Hazel Johnson-Brown had known since childhood that she wanted to be a nurse. She applied to her hometown college- the West Chester School of Nursing in Pennsylvania, but was rejected because she was black. Therefore, she went to New York City in 1947 and enrolled in the Harlem Hospital School of Nursing.
Upon graduating, she began working at the Philadelphia Veteran’s Hospital in 1953 but soon joined the U.S. Army in 1955, shortly after President Truman had banned segregation in the military. She served on the female medical-surgical ward at Walter Reed Army Medical Center, then on an obstetrical unit at the 8169th Hospital in Camp Zama, Japan before her two-year term was finished.
Then, in 1958, Hazel participated in the Army Nurse Corps’ Registered Nurse Student Program that offered financial assistance for those with a nursing diploma who were pursuing a bachelor’s degree. She earned her degree in 1959 and upon returning to the Army, was assigned to the Madigan General Hospital in Washington.
She later became qualified as an operating room nurse, went on to Columbia University’s Teachers’ College to earn a master’s degree in nursing education under the Army Nurse Corps’ aegis in 1963, then taught operating room students at Letterman Army Hospital until 1966.
For the next six years, Johnson served as the first nurse on staff at the Medical Research and Development Command, where she was most recognized as the director of the Field Sterilization Equipment Development Project.

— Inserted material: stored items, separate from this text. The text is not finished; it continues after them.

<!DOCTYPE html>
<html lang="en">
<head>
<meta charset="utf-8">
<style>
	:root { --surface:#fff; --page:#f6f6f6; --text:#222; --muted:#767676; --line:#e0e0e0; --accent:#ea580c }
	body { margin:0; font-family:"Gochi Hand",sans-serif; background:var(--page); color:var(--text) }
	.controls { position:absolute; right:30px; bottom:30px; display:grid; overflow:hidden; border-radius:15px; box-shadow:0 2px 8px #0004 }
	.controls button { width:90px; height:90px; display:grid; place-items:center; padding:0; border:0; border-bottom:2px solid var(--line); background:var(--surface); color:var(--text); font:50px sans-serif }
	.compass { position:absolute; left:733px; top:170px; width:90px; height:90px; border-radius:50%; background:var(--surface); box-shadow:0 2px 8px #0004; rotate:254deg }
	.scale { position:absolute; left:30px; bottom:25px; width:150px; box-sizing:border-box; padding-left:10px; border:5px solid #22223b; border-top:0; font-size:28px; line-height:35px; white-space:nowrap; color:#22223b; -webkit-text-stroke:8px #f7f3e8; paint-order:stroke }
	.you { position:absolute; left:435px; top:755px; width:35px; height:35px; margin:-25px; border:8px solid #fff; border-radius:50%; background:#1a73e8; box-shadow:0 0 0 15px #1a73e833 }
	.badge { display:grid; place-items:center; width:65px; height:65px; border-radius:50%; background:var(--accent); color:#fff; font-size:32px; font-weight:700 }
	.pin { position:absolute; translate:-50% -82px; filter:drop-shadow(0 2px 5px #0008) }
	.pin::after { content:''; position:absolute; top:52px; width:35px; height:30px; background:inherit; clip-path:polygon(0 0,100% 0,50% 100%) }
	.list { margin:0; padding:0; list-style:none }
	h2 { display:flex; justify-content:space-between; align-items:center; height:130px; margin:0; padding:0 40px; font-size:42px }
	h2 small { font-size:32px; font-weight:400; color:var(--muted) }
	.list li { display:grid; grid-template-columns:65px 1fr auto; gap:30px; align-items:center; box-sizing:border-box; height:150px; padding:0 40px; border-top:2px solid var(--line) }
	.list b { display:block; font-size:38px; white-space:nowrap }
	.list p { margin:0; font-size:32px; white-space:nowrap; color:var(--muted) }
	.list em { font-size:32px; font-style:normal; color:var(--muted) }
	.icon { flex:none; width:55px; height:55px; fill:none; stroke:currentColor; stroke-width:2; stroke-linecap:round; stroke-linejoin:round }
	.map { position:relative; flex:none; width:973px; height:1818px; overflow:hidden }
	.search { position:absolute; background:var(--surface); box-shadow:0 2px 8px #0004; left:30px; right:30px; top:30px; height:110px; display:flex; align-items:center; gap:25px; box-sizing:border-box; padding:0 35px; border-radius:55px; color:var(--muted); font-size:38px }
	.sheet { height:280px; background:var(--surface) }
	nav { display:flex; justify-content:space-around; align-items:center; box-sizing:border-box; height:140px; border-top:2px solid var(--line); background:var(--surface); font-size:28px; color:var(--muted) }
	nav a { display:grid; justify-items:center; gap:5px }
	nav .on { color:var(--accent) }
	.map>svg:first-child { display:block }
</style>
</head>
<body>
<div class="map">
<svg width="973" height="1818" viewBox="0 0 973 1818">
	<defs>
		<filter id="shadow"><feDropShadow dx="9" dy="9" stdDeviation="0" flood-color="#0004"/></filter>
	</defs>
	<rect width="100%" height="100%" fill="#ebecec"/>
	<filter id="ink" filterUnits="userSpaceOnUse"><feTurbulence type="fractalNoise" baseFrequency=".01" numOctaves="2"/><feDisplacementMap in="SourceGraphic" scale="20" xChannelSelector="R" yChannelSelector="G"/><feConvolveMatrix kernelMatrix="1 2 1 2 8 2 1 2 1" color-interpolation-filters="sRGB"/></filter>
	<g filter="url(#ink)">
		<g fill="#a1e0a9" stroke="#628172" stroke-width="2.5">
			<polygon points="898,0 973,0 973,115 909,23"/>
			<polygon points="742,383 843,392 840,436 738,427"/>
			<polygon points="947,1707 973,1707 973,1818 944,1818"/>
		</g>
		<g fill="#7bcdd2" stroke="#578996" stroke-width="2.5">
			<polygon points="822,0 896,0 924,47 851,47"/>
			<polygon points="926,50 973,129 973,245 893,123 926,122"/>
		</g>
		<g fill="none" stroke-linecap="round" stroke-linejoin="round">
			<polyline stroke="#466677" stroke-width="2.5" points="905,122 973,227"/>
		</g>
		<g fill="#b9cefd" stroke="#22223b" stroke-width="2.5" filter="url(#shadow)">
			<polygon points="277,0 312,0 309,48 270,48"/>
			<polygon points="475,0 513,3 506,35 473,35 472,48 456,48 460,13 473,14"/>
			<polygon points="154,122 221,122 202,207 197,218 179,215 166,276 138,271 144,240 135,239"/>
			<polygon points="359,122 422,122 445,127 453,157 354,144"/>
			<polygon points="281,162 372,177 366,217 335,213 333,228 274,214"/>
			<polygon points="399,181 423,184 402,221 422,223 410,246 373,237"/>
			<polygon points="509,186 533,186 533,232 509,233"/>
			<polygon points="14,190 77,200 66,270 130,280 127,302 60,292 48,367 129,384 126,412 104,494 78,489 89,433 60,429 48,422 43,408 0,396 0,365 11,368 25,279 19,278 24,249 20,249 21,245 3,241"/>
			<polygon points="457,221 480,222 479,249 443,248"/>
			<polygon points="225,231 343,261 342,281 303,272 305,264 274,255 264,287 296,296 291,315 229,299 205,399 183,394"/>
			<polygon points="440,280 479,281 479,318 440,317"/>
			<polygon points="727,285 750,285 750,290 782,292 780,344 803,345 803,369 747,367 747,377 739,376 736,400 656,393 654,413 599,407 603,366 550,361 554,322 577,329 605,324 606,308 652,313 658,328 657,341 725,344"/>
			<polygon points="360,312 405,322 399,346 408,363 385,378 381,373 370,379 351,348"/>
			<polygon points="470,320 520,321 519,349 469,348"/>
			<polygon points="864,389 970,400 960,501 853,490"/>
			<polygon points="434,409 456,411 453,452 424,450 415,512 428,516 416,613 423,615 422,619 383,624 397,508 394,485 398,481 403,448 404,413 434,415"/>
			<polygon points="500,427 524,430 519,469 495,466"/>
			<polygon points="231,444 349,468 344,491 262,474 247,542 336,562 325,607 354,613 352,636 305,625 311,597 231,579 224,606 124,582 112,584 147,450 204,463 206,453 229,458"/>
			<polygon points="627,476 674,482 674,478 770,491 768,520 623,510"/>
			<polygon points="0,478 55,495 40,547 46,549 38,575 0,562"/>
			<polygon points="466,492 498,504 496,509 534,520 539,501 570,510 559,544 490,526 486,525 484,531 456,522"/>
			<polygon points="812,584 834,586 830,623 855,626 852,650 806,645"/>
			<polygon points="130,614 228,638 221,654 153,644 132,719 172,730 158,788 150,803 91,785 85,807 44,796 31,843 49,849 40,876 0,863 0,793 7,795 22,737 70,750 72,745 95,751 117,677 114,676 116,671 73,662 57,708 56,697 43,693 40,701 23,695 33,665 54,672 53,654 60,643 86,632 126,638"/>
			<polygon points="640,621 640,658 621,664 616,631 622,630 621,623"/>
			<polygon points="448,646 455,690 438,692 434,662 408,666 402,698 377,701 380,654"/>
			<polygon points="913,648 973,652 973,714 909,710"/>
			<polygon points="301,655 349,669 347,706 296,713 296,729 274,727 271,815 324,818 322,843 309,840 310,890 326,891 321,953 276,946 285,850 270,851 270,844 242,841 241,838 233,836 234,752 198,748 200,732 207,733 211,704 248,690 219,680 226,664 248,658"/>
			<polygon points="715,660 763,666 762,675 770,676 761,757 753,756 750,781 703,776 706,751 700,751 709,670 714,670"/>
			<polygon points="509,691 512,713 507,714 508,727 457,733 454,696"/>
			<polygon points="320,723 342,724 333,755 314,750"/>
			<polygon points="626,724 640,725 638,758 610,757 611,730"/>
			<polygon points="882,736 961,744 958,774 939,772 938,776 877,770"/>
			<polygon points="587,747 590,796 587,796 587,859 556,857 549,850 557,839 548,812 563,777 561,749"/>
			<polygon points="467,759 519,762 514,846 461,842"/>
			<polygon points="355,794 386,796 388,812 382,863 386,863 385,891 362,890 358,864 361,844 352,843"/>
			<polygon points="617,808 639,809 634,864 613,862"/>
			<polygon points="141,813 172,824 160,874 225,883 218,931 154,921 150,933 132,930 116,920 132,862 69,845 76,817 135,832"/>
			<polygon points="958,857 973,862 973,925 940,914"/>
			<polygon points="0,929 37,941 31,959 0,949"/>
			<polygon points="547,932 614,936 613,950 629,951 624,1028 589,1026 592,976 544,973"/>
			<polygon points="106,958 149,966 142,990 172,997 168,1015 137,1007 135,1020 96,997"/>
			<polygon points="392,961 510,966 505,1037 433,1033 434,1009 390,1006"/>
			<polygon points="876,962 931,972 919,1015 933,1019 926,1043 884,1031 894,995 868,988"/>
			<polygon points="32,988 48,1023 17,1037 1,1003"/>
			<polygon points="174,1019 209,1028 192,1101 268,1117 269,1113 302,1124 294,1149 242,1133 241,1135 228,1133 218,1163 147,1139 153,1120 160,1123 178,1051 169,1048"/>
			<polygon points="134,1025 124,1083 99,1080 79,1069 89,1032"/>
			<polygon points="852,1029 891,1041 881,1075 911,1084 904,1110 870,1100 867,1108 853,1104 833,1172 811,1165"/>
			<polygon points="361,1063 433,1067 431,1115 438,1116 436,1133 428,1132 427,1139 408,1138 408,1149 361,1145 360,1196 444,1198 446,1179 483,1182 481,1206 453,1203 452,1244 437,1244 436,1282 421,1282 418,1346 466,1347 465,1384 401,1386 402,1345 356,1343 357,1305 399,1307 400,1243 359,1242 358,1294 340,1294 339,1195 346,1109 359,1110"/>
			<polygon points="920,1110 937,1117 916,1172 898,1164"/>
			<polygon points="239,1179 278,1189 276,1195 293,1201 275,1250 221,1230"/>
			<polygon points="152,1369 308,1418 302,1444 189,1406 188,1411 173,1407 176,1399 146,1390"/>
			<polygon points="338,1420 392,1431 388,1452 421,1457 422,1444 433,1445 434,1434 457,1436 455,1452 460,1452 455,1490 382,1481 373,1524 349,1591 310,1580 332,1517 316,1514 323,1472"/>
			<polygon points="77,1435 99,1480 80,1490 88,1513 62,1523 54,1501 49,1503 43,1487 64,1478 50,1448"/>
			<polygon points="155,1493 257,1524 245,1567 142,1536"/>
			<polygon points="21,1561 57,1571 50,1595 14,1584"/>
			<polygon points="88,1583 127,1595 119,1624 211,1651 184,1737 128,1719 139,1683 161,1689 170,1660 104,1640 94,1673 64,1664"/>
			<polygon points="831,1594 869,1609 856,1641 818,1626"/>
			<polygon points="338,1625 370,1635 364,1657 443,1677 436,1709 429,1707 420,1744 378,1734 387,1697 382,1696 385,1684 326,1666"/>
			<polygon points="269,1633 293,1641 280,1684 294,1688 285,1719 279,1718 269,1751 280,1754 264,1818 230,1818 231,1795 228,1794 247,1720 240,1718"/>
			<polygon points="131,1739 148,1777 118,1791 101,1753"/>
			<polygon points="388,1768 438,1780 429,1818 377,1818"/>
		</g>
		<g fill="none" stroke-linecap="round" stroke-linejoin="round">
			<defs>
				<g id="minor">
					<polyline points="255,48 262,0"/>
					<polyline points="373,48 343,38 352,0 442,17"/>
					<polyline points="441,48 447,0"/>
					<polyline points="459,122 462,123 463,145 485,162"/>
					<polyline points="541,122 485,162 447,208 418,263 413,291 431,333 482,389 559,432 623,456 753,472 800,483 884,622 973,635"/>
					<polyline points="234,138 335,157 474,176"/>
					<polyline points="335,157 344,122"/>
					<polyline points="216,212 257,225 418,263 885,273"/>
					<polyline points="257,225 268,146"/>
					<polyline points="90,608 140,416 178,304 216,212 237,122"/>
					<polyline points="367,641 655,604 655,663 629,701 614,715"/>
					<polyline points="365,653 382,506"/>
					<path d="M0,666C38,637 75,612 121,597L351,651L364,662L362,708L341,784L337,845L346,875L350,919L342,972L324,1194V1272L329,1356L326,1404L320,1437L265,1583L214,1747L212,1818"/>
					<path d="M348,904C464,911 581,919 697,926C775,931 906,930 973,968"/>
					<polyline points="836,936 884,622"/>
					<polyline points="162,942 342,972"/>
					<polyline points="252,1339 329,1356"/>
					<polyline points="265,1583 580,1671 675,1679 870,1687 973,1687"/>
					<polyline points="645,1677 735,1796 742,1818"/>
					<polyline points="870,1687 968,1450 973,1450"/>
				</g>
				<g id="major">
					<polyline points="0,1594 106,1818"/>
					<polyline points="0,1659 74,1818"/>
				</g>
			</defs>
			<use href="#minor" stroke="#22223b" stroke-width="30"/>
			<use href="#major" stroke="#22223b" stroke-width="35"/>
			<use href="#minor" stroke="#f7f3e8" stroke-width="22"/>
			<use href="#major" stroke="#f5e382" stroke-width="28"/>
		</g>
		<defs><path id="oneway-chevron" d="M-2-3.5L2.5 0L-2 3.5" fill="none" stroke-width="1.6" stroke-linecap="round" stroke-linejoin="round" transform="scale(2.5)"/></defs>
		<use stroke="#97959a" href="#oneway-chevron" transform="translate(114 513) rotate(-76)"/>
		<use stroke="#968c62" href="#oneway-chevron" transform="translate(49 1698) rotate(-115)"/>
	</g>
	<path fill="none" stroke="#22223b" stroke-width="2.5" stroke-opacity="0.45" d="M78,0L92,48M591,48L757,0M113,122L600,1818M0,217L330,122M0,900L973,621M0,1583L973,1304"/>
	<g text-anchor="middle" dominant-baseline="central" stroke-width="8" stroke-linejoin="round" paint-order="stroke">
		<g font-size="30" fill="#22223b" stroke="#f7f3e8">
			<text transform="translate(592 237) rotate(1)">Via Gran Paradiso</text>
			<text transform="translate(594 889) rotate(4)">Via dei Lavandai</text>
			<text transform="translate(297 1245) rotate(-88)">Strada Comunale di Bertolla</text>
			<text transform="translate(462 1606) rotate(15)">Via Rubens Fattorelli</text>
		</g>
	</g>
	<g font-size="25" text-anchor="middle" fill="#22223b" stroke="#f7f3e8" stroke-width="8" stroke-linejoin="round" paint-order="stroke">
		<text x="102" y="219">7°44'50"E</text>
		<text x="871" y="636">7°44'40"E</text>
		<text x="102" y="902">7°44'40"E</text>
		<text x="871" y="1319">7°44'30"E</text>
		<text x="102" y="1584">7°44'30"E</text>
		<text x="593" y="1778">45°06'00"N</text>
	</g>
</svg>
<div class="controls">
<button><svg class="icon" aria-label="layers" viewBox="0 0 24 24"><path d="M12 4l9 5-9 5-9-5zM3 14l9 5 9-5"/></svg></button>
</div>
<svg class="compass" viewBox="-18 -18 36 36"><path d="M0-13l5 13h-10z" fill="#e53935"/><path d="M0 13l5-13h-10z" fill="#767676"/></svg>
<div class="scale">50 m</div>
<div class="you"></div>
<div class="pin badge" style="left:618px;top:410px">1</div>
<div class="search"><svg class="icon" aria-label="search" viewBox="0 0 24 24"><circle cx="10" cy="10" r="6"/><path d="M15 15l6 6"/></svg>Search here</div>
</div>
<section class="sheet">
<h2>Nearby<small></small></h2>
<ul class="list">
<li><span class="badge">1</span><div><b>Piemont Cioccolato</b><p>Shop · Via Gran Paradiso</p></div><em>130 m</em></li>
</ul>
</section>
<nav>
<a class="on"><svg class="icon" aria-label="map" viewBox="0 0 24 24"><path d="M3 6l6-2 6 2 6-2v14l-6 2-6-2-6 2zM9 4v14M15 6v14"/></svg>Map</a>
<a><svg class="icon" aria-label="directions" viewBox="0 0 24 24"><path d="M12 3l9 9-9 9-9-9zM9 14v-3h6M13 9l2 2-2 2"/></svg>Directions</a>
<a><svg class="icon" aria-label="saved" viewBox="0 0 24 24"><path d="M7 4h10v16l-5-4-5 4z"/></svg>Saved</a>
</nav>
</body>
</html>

In 1973, the Army selected her to obtain a Ph.D. in education administration at the Catholic University of America. This led to her become the director and assistant dean of the Walter Reed Army Institute of Nursing in 1976. In 1979, the Army nominated Johnson to become the 16th chief of the Army Nurse Corps, along with a promotion to brigadier general– she was the first ever African–American woman to achieve this rank.
As the Chief of the Army Nurse Corps, Brig. Gen Johnson oversaw operations in eight Army medical centers, fifty-six community hospitals and one hundred forty-three freestanding clinics in the United States, Japan, Korea, Germany, Italy, and Panama.
Some of Brig. Gen Johnsons achievements before retiring in 1983 included making policies for academic scholarships for ROTC nursing students, creating standards of practice for the Army Nurse Corps, and implementing quality assurance measures. She also arranged the first Phyllis Verhonick Nursing Research Symposium, created pathways for the future of the Nurse Corps and laid foundation for expanded involvement of Reserve and National Guard nurses in top management positions.